What you will do:
Every line below that holds the word "shield" counts once; please tally them and give only the total.
================================
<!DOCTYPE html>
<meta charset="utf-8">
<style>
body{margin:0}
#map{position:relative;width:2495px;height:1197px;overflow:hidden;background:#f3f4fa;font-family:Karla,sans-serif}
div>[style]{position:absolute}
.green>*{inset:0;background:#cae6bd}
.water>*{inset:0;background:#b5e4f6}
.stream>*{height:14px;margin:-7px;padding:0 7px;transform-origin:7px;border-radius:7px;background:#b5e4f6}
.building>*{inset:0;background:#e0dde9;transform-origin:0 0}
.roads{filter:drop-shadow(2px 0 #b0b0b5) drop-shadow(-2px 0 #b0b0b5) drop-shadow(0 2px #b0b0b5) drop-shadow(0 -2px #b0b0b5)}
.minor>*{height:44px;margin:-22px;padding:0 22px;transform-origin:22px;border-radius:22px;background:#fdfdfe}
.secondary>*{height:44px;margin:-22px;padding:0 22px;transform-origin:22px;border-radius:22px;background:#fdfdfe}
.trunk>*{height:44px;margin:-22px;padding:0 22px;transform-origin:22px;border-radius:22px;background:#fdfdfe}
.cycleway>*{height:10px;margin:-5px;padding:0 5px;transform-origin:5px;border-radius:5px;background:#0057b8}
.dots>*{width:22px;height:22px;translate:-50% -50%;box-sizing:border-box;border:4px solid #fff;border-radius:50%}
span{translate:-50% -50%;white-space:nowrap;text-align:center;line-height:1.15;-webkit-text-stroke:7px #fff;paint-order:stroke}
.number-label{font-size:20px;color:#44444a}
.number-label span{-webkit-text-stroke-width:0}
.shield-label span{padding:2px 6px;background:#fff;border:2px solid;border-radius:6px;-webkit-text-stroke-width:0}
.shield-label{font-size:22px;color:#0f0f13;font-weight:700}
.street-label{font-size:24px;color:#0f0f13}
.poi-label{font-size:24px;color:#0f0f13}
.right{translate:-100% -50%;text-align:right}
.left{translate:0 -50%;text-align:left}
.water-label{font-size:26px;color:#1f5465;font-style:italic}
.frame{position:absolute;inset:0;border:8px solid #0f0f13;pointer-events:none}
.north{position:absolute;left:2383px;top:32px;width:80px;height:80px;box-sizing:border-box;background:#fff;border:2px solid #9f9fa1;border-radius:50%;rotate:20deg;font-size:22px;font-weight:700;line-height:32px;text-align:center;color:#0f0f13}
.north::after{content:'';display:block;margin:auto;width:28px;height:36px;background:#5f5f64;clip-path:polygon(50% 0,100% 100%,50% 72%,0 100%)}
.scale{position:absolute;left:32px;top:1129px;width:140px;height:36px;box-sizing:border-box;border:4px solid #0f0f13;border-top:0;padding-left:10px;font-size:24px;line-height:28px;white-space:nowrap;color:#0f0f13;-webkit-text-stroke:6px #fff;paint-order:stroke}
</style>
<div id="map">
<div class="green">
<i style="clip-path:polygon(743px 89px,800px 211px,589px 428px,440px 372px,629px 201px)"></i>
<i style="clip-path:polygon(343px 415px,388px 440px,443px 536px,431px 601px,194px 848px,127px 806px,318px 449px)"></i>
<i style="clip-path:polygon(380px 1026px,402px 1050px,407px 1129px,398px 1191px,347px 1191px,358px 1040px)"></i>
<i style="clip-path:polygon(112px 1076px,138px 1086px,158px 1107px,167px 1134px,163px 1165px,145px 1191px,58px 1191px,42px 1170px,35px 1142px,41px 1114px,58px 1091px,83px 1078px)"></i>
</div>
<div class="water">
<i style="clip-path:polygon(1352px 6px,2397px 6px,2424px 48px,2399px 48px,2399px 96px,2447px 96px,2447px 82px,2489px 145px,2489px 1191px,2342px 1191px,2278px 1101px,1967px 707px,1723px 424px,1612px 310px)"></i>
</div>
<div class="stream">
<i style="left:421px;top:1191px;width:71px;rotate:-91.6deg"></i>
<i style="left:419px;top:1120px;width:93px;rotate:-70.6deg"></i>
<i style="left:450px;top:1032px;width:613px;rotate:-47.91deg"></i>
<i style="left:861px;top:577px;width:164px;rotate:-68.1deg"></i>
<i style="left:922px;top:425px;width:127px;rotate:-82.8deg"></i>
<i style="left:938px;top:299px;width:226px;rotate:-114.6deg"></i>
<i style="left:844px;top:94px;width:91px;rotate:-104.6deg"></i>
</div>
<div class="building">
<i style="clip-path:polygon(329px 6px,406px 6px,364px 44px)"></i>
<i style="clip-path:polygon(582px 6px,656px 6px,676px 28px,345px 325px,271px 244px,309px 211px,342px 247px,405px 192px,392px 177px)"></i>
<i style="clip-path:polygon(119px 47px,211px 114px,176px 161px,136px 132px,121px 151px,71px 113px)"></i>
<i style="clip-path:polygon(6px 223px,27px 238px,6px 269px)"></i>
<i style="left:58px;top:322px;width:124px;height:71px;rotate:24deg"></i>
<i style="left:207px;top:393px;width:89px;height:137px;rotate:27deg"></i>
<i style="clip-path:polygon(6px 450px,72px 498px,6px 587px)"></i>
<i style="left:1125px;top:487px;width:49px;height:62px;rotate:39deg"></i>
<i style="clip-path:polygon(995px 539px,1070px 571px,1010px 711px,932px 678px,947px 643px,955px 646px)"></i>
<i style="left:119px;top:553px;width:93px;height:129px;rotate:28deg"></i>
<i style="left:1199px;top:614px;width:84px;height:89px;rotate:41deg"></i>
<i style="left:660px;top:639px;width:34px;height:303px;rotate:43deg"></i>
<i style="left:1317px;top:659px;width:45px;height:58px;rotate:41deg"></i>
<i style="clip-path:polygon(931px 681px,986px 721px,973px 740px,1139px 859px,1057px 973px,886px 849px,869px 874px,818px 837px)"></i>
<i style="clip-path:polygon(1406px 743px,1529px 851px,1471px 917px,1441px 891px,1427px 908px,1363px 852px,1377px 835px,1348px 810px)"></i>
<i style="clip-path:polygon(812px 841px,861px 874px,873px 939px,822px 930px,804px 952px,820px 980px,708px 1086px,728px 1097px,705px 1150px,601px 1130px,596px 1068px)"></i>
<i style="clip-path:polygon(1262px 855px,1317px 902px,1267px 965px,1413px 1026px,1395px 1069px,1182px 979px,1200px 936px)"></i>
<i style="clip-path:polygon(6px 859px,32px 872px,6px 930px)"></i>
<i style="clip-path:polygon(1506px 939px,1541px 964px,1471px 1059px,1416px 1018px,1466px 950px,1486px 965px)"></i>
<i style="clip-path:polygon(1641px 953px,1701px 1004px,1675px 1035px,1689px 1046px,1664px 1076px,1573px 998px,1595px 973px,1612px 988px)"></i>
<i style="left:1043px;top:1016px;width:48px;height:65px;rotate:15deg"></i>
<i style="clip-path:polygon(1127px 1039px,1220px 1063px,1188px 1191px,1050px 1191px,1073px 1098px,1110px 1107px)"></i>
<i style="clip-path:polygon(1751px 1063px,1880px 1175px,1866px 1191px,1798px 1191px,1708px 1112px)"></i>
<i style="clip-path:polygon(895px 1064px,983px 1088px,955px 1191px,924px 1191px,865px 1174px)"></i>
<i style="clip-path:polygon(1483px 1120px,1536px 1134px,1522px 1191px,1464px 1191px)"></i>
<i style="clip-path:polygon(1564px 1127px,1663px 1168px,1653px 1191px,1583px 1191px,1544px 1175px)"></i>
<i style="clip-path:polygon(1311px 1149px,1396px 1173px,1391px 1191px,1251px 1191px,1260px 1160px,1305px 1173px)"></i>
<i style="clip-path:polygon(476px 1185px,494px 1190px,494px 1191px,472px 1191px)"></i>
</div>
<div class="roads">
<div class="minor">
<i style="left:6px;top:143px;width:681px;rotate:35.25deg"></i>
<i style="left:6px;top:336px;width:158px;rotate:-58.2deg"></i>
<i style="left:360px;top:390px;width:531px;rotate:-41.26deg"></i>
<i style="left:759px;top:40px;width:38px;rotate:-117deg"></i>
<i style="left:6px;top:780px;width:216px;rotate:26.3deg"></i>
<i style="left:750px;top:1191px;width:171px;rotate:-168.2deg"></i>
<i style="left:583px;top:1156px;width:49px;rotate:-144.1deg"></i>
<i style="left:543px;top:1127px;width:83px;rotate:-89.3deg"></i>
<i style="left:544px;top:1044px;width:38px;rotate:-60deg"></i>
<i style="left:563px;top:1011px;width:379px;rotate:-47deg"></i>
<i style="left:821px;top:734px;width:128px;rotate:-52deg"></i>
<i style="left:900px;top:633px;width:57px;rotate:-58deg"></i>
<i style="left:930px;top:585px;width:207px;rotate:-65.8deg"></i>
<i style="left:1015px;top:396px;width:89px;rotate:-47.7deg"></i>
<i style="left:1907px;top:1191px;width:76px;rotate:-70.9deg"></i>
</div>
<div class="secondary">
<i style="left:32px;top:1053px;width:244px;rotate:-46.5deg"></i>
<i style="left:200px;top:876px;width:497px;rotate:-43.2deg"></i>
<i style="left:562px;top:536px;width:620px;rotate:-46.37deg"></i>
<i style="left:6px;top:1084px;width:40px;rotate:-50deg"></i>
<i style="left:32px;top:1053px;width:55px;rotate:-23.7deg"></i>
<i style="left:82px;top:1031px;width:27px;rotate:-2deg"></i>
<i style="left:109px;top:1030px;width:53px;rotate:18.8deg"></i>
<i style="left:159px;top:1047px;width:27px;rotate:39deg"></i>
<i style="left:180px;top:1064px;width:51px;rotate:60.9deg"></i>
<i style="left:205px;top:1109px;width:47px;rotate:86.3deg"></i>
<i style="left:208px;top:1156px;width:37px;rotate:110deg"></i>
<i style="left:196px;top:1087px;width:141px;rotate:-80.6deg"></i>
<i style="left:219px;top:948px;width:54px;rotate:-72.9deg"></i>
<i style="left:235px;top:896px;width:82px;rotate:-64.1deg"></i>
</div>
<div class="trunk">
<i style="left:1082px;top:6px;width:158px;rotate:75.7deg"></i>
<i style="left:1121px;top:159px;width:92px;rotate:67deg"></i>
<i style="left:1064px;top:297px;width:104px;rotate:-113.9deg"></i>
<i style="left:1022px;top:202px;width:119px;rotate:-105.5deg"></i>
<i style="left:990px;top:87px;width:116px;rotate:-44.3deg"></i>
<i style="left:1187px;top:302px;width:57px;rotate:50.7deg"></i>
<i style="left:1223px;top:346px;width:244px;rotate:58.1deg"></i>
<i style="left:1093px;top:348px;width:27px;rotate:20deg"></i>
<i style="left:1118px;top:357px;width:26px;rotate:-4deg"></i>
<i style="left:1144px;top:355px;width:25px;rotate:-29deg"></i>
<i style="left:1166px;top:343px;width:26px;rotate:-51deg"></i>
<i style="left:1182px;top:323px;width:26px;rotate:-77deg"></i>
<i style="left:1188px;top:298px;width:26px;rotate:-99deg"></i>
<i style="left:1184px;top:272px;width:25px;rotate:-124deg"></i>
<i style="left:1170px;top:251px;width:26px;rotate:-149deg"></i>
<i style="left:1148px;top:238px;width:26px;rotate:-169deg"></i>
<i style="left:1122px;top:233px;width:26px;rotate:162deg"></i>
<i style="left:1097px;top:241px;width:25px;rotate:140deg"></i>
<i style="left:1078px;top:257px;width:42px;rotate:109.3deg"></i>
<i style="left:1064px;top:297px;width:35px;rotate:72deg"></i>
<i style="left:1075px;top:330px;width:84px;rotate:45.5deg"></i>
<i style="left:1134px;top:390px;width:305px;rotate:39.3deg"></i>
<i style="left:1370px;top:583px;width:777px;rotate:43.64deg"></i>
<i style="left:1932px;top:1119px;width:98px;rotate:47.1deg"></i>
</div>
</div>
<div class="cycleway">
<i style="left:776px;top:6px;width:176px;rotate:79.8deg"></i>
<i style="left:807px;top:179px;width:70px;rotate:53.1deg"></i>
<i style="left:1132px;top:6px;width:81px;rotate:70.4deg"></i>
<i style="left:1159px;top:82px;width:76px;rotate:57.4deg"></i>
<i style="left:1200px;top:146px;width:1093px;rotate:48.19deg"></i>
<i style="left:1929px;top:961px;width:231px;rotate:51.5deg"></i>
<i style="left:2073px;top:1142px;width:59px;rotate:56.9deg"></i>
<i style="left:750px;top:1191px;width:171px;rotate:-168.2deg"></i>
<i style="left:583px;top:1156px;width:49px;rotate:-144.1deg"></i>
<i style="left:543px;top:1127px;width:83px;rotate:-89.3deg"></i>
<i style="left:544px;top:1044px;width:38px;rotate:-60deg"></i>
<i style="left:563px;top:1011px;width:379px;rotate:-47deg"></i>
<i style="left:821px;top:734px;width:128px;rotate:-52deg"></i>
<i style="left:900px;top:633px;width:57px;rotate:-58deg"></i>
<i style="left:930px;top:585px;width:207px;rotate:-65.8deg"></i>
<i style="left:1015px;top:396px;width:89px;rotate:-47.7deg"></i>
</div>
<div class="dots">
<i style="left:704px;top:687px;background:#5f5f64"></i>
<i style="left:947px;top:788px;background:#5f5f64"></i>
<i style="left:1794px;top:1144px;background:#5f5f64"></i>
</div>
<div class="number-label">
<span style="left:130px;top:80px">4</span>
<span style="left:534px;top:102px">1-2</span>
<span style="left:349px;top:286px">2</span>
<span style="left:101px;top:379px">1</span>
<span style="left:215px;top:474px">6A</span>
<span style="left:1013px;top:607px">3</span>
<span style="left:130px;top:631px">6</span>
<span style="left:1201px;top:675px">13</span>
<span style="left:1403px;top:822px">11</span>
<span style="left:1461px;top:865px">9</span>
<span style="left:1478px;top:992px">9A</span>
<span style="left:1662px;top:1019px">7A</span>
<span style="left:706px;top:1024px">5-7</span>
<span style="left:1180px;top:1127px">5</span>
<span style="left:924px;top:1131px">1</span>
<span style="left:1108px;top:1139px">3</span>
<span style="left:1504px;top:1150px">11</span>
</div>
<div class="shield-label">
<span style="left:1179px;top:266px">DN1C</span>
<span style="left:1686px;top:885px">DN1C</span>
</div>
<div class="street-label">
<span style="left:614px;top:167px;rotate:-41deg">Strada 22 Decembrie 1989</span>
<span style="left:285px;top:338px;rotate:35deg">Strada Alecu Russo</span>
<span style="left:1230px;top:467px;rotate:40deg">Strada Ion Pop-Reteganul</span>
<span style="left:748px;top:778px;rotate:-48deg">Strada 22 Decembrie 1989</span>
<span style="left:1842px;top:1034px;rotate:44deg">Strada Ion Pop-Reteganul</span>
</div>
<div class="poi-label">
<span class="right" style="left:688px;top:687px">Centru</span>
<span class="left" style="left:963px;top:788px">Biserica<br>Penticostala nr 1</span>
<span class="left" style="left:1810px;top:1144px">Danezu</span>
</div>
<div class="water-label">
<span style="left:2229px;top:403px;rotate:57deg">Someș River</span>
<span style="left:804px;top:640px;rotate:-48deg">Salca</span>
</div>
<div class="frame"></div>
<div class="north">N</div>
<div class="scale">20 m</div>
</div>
================================
Expected answer:
3